An SEC spokesman didn't have immediate comment on the IMF report.
The IMF said the FSOC may need additional "backup" authority to ensure that the activities of "nonbank intermediaries," or products offered by a class of investment trusts, are subject to more stringent regulation. The FSOC currently can recommend that its member agencies subject certain activities to additional regulation but can't automatically bring those activities under Federal Reserve oversight the way it can for individual companies.
"As a means to further increase traction of FSOC recommendations, thought could be given to providing the FSOC with a 'backup' power to designate as systemically important well-defined classes of nonbank intermediaries that might collectively pose systemic risks," the report said.
It added FSOC member agencies might need strengthened powers "to regulate products offered in wholesale and retail financial markets."
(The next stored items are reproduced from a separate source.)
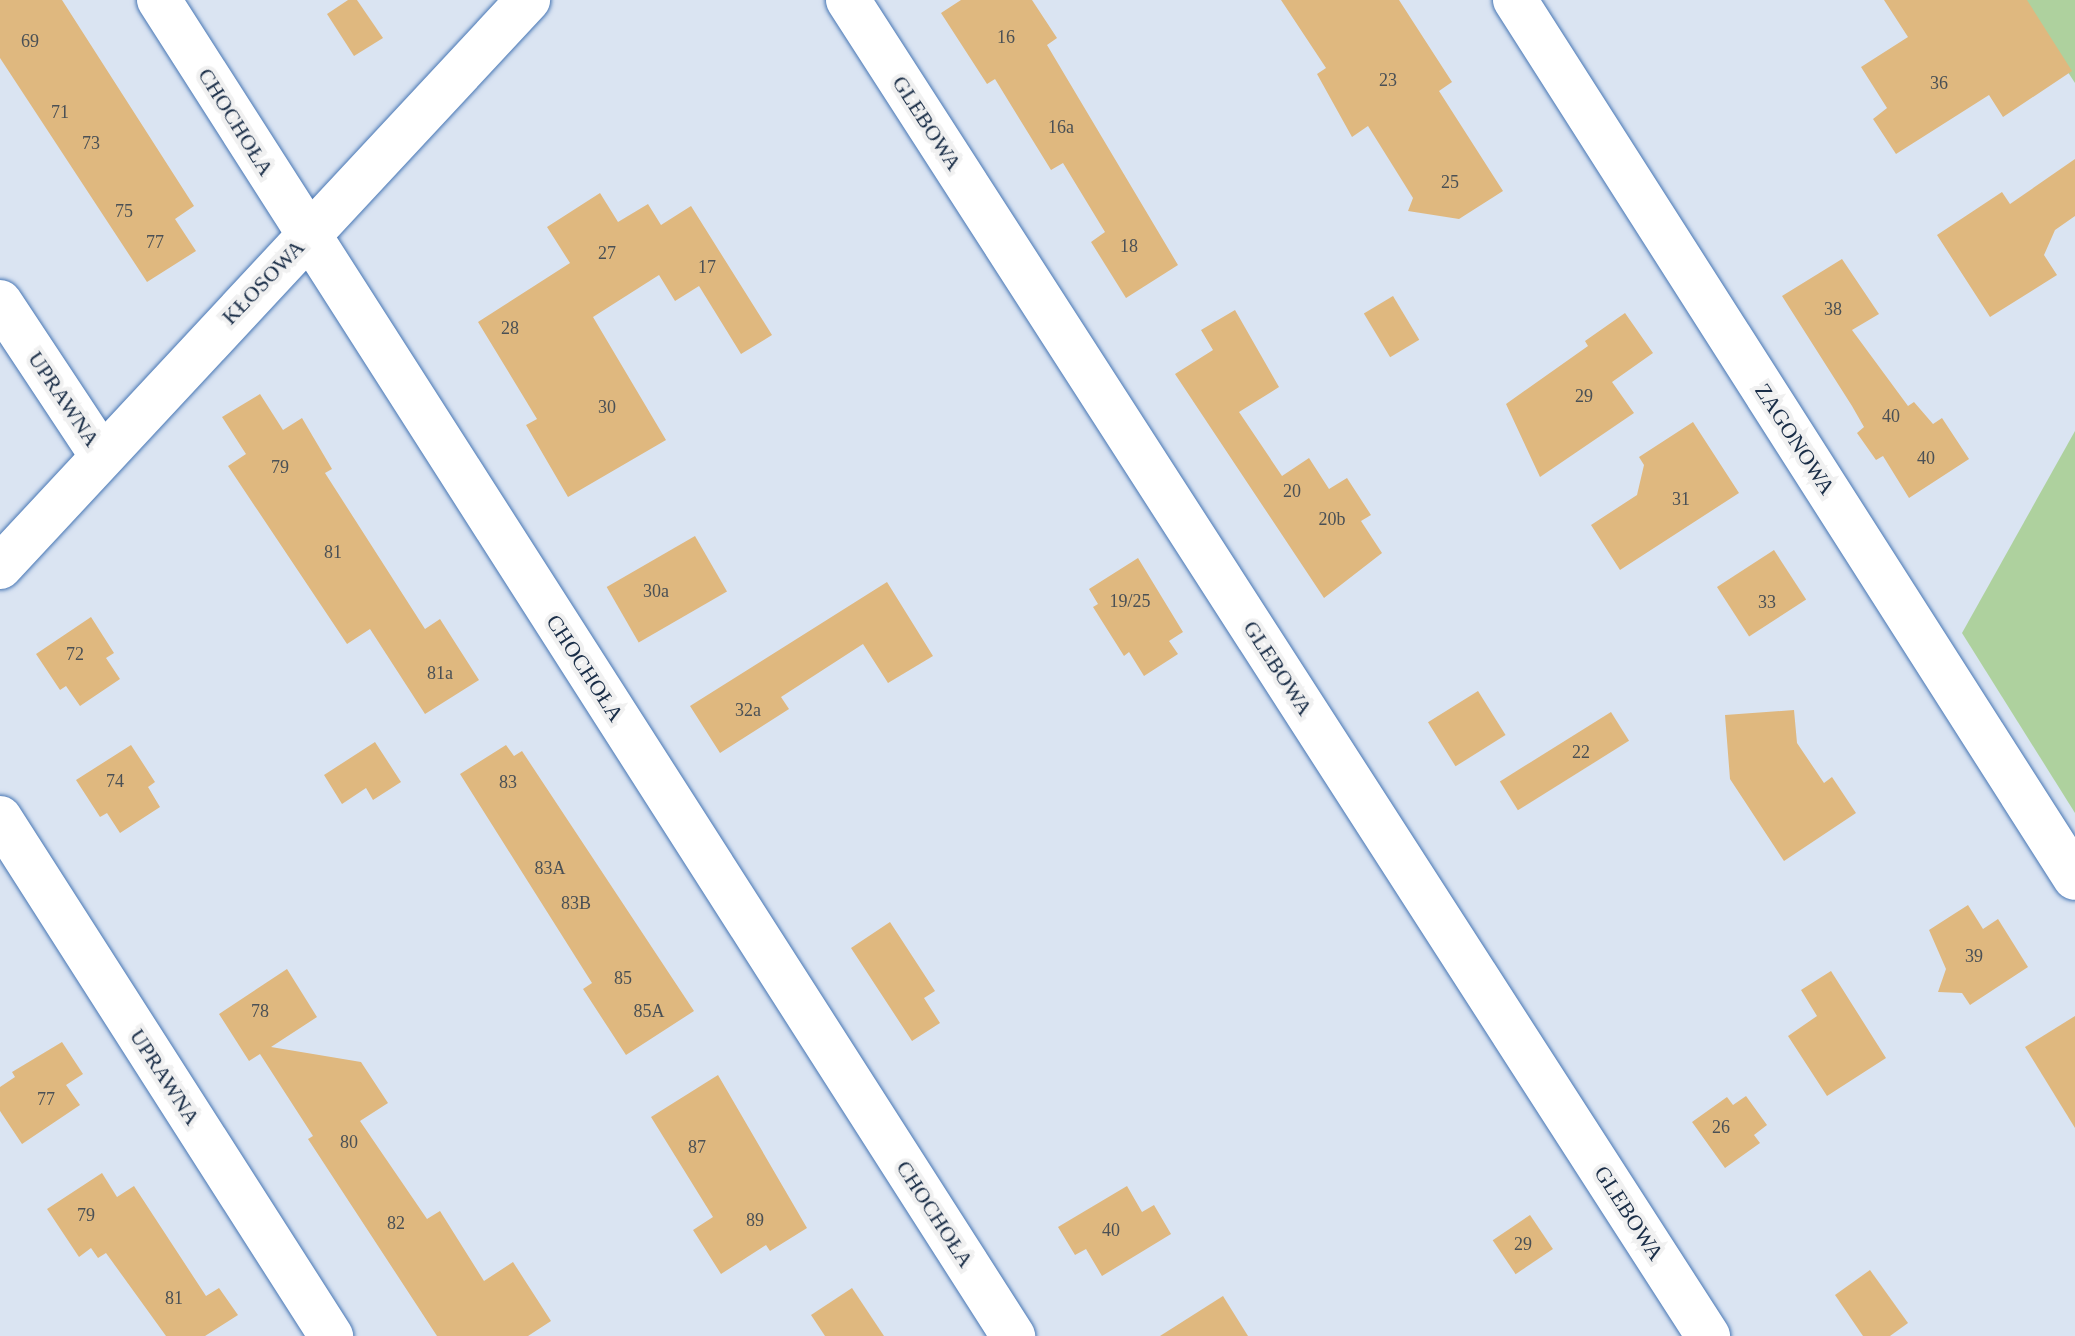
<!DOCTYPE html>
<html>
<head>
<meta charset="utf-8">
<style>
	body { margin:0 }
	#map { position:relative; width:2075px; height:1336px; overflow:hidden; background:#dae4f2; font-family:Georgia,serif }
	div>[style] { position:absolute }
	.green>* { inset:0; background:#aed19e }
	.building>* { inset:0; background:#dfb87f; transform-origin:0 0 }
	.roads { filter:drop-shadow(0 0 2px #4776b4) drop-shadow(0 0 2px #4776b4) }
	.minor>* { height:44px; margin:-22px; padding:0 22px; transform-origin:22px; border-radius:22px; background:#fff }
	span { translate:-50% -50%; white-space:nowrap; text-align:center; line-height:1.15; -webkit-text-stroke:8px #f0f0f0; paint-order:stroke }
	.number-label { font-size:18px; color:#4a5055 }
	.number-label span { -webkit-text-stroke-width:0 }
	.street-label { font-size:22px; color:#192d47 }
</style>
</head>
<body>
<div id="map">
	<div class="green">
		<i style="clip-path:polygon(2021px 0,2075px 0,2075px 83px)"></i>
		<i style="clip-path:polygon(2075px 431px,2075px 813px,1962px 633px)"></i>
	</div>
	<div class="building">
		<i style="clip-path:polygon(0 0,62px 0,194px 206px,175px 219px,196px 251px,147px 282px,0 58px)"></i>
		<i style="clip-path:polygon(348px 0,357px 0,383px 38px,354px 56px,327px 14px)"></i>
		<i style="clip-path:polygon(961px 0,1032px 0,1057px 38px,1047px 45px,1178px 265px,1126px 298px,1091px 242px,1105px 232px,1063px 163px,1051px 170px,995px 79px,987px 84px,941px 13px)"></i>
		<i style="clip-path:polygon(1281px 0,1399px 0,1452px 82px,1439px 91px,1503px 191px,1459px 219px,1408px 211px,1413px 198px,1368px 126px,1352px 137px,1317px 74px,1326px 68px)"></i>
		<i style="clip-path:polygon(1884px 0,2027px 0,2072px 71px,2003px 117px,1989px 95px,1896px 154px,1873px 119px,1887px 108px,1861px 67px,1908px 37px)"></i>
		<i style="clip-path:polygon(2075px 159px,2075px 216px,2055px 230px,2044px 255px,2057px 275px,1990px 317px,1937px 235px,2002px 192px,2010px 204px)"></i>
		<i style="clip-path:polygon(600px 193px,618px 222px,648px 204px,661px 225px,691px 206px,772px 335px,741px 354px,699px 286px,675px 301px,659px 275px,593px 317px,666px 440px,568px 497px,526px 425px,537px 419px,478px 322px,570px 263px,547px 227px)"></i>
		<i style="clip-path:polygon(1842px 259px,1879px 314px,1852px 330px,1908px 406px,1914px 402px,1933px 424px,1942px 418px,1969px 459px,1909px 498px,1883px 456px,1876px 460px,1857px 433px,1864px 427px,1852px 406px,1782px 296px)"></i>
		<i style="left:1393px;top:296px;width:51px;height:34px;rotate:59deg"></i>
		<i style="clip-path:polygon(1235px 310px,1279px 387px,1239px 412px,1282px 476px,1309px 458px,1329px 489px,1347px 478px,1371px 515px,1361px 521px,1382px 553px,1324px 598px,1175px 374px,1213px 350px,1201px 330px)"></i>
		<i style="clip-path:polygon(1625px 313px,1653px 353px,1612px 382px,1634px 413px,1540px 477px,1506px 404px,1588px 346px,1585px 341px)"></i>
		<i style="clip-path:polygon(260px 394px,283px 430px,302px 418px,332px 469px,325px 473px,425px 629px,440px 619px,479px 680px,425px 714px,370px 629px,347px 644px,228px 466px,246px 454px,222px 417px)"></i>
		<i style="clip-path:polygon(1693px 422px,1739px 493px,1620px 570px,1591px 525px,1637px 495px,1644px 465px,1639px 457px)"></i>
		<i style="left:695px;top:536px;width:64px;height:102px;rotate:60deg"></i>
		<i style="left:1774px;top:550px;width:59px;height:68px;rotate:57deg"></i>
		<i style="clip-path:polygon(1138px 558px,1183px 632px,1169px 641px,1178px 654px,1144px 676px,1129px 652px,1124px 656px,1093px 607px,1098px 604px,1089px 589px)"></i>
		<i style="clip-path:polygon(887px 582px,933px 656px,888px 683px,863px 644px,781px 697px,789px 709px,720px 753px,690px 706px)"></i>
		<i style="clip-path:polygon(91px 617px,114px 653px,106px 658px,120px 679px,80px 706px,66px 686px,60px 690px,36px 654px)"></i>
		<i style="left:1478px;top:691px;width:52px;height:59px;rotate:58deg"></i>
		<i style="clip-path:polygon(1794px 710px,1797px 743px,1824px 783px,1832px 777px,1856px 813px,1784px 861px,1730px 779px,1725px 715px)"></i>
		<i style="left:1611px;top:712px;width:34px;height:131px;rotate:58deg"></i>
		<i style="clip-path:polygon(375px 742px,401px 782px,373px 800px,366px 788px,342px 804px,324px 775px)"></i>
		<i style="clip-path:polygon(131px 745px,155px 782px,148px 787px,160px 807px,120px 833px,107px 813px,100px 817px,76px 780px)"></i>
		<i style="clip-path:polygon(506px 745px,514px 756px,522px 751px,694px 1011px,626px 1055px,583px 989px,592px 983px,460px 774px)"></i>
		<i style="clip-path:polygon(1968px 905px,1983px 929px,1998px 919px,2028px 967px,1970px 1005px,1962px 993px,1938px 992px,1946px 969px,1929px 930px)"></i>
		<i style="clip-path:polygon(890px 922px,935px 991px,924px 998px,940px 1023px,912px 1041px,851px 948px)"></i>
		<i style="clip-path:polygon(287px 969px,317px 1017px,271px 1047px,361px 1062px,388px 1103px,360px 1121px,427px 1219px,440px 1211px,484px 1281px,513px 1262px,551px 1321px,528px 1336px,437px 1336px,308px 1139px,313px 1136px,260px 1054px,249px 1061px,219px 1014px)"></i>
		<i style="clip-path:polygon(1831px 971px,1886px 1058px,1827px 1096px,1788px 1036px,1817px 1016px,1801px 990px)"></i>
		<i style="clip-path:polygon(2075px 1016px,2075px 1128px,2025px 1047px)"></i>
		<i style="clip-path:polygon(62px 1042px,83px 1074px,66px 1085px,80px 1105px,22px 1144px,0 1111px,0 1087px,15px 1077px,12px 1072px)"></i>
		<i style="clip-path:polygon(718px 1075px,807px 1228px,770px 1251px,766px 1245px,721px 1274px,693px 1230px,713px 1217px,651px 1117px)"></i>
		<i style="clip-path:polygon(1746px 1096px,1767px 1125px,1754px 1135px,1760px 1143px,1725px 1168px,1692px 1122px,1727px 1097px,1733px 1105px)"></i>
		<i style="clip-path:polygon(102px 1173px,117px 1197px,134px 1186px,206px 1296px,219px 1288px,238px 1315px,205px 1336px,166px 1336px,106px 1253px,98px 1258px,91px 1248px,79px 1257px,47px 1209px)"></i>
		<i style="clip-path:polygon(1127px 1186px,1142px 1212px,1154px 1205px,1171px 1234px,1102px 1276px,1086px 1249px,1075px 1255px,1058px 1227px)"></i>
		<i style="left:1530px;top:1215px;width:41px;height:45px;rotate:56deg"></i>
		<i style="clip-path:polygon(1870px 1270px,1908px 1323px,1890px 1336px,1863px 1336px,1835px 1295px)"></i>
		<i style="clip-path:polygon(852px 1288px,884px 1336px,825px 1336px,811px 1315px)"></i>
		<i style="clip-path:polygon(1223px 1296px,1248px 1336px,1160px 1336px)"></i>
	</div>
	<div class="roads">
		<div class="minor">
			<i style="left:159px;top:0;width:1586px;rotate:57.41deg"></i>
			<i style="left:848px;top:0;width:1589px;rotate:57.23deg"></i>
			<i style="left:1515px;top:0;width:1041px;rotate:57.47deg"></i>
			<i style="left:0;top:302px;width:185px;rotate:56.5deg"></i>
			<i style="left:0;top:567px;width:775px;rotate:-47.04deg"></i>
			<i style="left:0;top:818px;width:615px;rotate:57.42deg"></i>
		</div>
	</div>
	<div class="number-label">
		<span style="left:1006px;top:37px">16</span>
		<span style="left:30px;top:41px">69</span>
		<span style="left:1388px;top:80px">23</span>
		<span style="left:1939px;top:83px">36</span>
		<span style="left:60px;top:112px">71</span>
		<span style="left:1061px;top:127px">16a</span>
		<span style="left:91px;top:143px">73</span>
		<span style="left:1450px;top:182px">25</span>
		<span style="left:124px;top:211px">75</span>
		<span style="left:155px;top:242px">77</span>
		<span style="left:1129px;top:246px">18</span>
		<span style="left:607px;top:253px">27</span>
		<span style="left:707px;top:267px">17</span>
		<span style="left:1833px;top:309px">38</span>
		<span style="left:510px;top:328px">28</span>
		<span style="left:1584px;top:396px">29</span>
		<span style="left:607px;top:407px">30</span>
		<span style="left:1891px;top:416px">40</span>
		<span style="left:1926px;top:458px">40</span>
		<span style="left:280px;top:467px">79</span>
		<span style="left:1292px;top:491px">20</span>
		<span style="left:1681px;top:499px">31</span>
		<span style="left:1332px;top:519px">20b</span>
		<span style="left:333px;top:552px">81</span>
		<span style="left:656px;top:591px">30a</span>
		<span style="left:1130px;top:601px">19/25</span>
		<span style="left:1767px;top:602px">33</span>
		<span style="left:75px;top:654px">72</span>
		<span style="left:440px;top:673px">81a</span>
		<span style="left:748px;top:710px">32a</span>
		<span style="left:1581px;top:752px">22</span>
		<span style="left:115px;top:781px">74</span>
		<span style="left:508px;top:782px">83</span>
		<span style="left:550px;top:868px">83A</span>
		<span style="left:576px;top:903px">83B</span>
		<span style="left:1974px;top:956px">39</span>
		<span style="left:623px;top:978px">85</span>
		<span style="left:260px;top:1011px">78</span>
		<span style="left:649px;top:1011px">85A</span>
		<span style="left:46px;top:1099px">77</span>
		<span style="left:1721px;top:1127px">26</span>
		<span style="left:349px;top:1142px">80</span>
		<span style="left:697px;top:1147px">87</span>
		<span style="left:86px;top:1215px">79</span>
		<span style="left:755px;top:1220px">89</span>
		<span style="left:396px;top:1223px">82</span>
		<span style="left:1111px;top:1230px">40</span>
		<span style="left:1523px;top:1244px">29</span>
		<span style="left:174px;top:1298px">81</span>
	</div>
	<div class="street-label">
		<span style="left:236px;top:122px;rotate:58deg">CHOCHOŁA</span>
		<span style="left:927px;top:123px;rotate:57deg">GLEBOWA</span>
		<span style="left:263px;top:282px;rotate:-46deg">KŁOSOWA</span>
		<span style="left:64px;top:399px;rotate:56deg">UPRAWNA</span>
		<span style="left:1795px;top:439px;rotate:57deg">ZAGONOWA</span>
		<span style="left:585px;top:668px;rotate:57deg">CHOCHOŁA</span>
		<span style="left:1278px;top:668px;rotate:57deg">GLEBOWA</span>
		<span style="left:165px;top:1077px;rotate:57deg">UPRAWNA</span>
		<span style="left:1629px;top:1213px;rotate:57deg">GLEBOWA</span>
		<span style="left:935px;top:1214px;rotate:57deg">CHOCHOŁA</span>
	</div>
</div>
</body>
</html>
The IMF highlighted ongoing concerns with mortgage real-estate investment trusts, or mortgage REITs, which are publicly traded financial companies that invest in real-estate debt. The IMF sees mortgage REITs as another potential threat to financial stability. The FSOC also has cited mortgage REITs as a concern but hasn't moved beyond highlighting the risks.
"Although the size of U.S. mortgage real-estate investment trusts has modestly declined over the past year, authorities should continue their close oversight of them," the IMF said, adding that mortgage REITs "could pose financial stability risks in an environment of sharply rising interest rates."
'Ryan Tracy contributed to this article.